_Data block_

----------

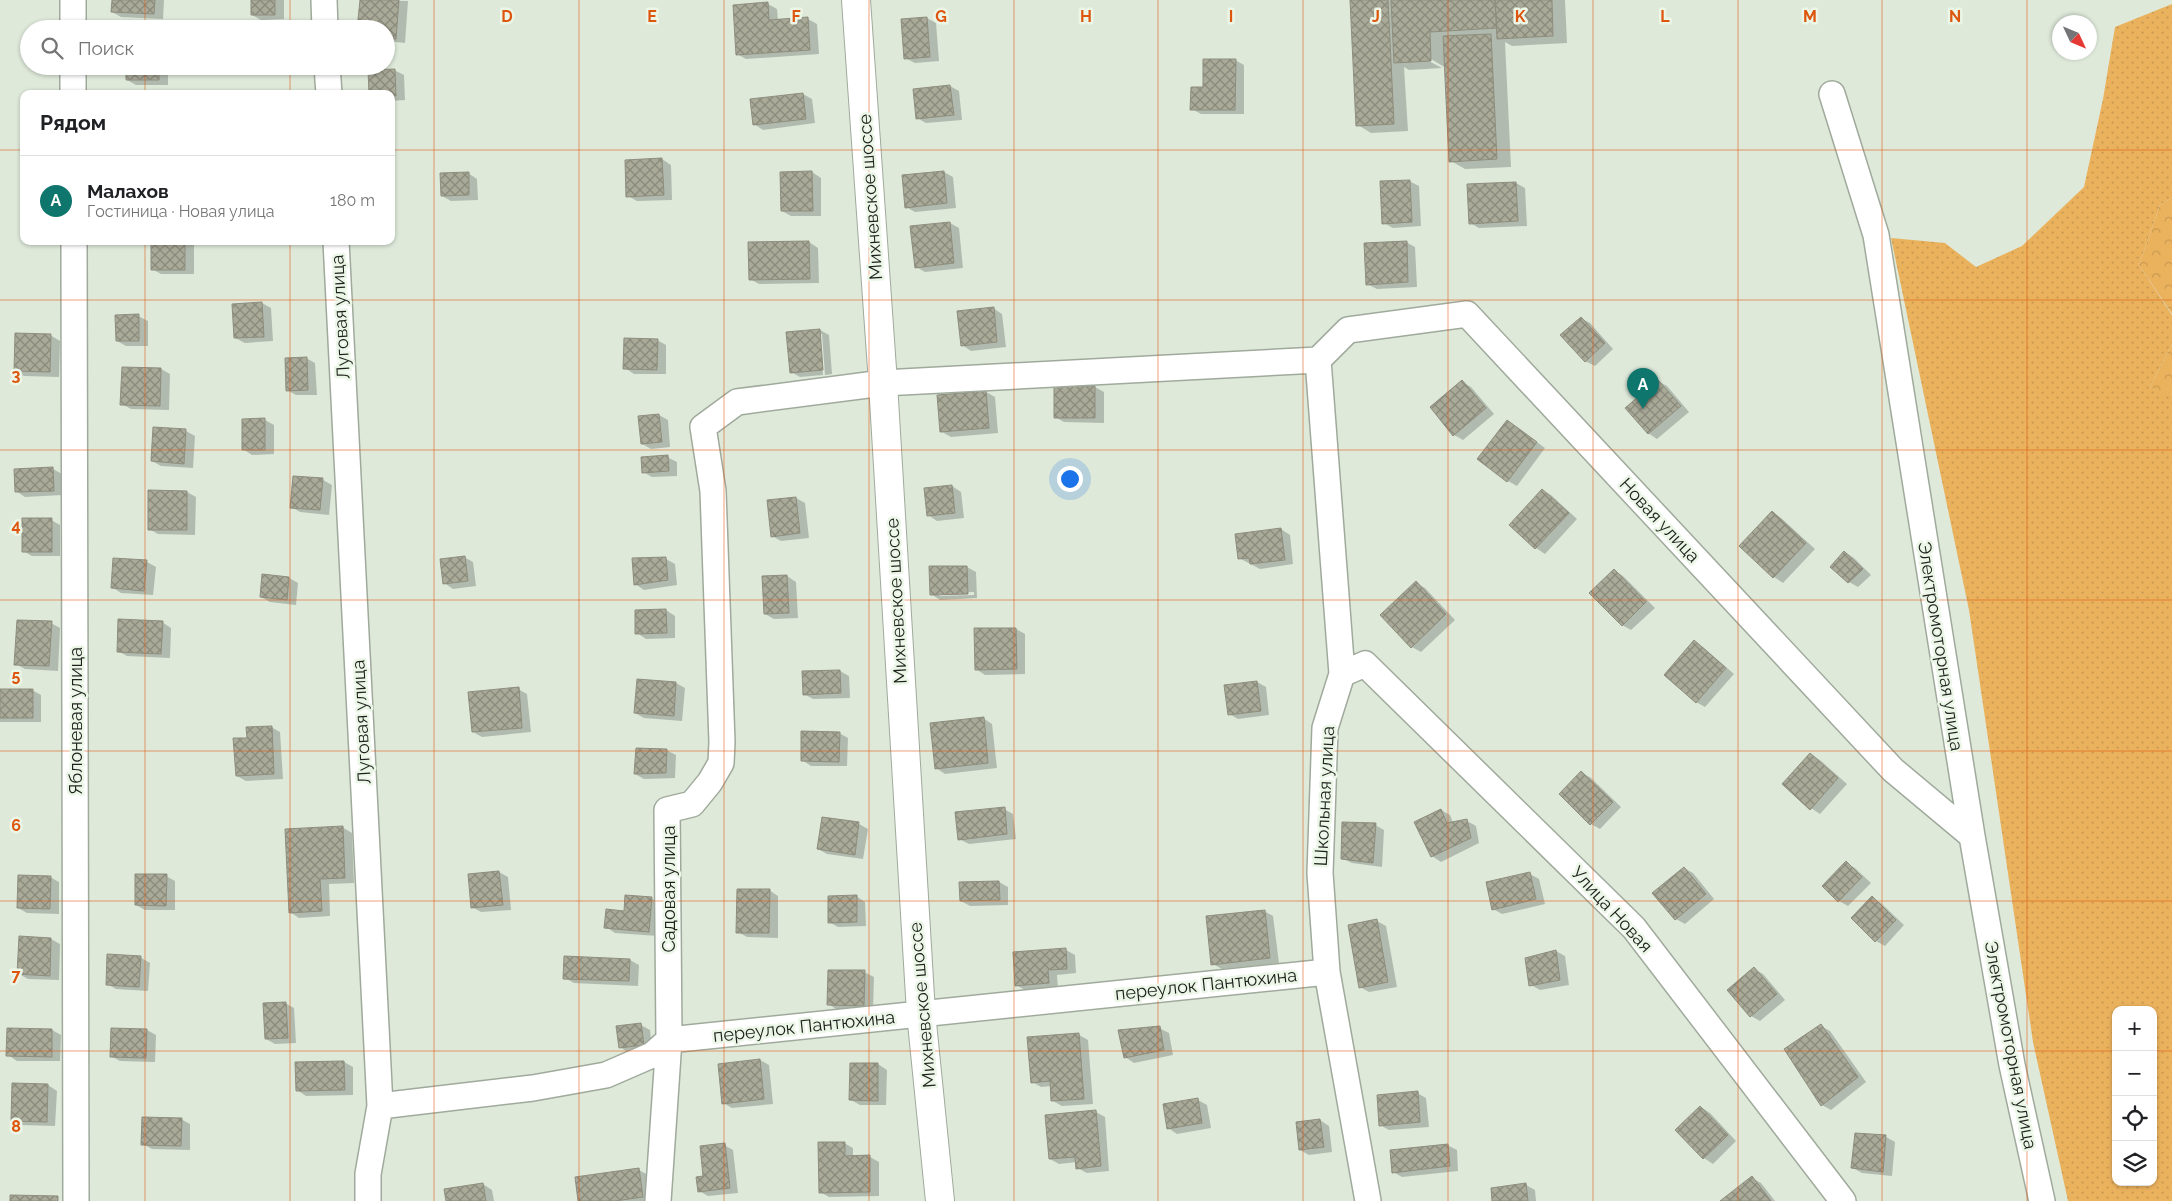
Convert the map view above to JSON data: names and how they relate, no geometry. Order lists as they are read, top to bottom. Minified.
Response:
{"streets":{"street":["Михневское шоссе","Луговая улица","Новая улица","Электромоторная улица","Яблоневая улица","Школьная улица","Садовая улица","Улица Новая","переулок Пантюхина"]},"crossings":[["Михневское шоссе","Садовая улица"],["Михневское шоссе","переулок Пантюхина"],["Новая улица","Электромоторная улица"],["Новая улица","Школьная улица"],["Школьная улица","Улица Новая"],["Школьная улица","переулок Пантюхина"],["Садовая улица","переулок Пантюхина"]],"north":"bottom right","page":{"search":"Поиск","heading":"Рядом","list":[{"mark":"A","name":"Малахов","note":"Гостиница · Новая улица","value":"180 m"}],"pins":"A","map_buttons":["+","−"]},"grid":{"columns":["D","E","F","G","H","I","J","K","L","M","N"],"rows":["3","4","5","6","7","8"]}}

----------

_Activity_
Please return the full listing word for word, but without any pictures.

_Written solution_
Convert the map view above to JSON data: names and how they relate, no geometry. Order lists as they are read, top to bottom. Minified.
Response:
{"streets":{"street":["Михневское шоссе","Луговая улица","Новая улица","Электромоторная улица","Яблоневая улица","Школьная улица","Садовая улица","Улица Новая","переулок Пантюхина"]},"crossings":[["Михневское шоссе","Садовая улица"],["Михневское шоссе","переулок Пантюхина"],["Новая улица","Электромоторная улица"],["Новая улица","Школьная улица"],["Школьная улица","Улица Новая"],["Школьная улица","переулок Пантюхина"],["Садовая улица","переулок Пантюхина"]],"north":"bottom right","page":{"search":"Поиск","heading":"Рядом","list":[{"mark":"A","name":"Малахов","note":"Гостиница · Новая улица","value":"180 m"}],"pins":"A","map_buttons":["+","−"]},"grid":{"columns":["D","E","F","G","H","I","J","K","L","M","N"],"rows":["3","4","5","6","7","8"]}}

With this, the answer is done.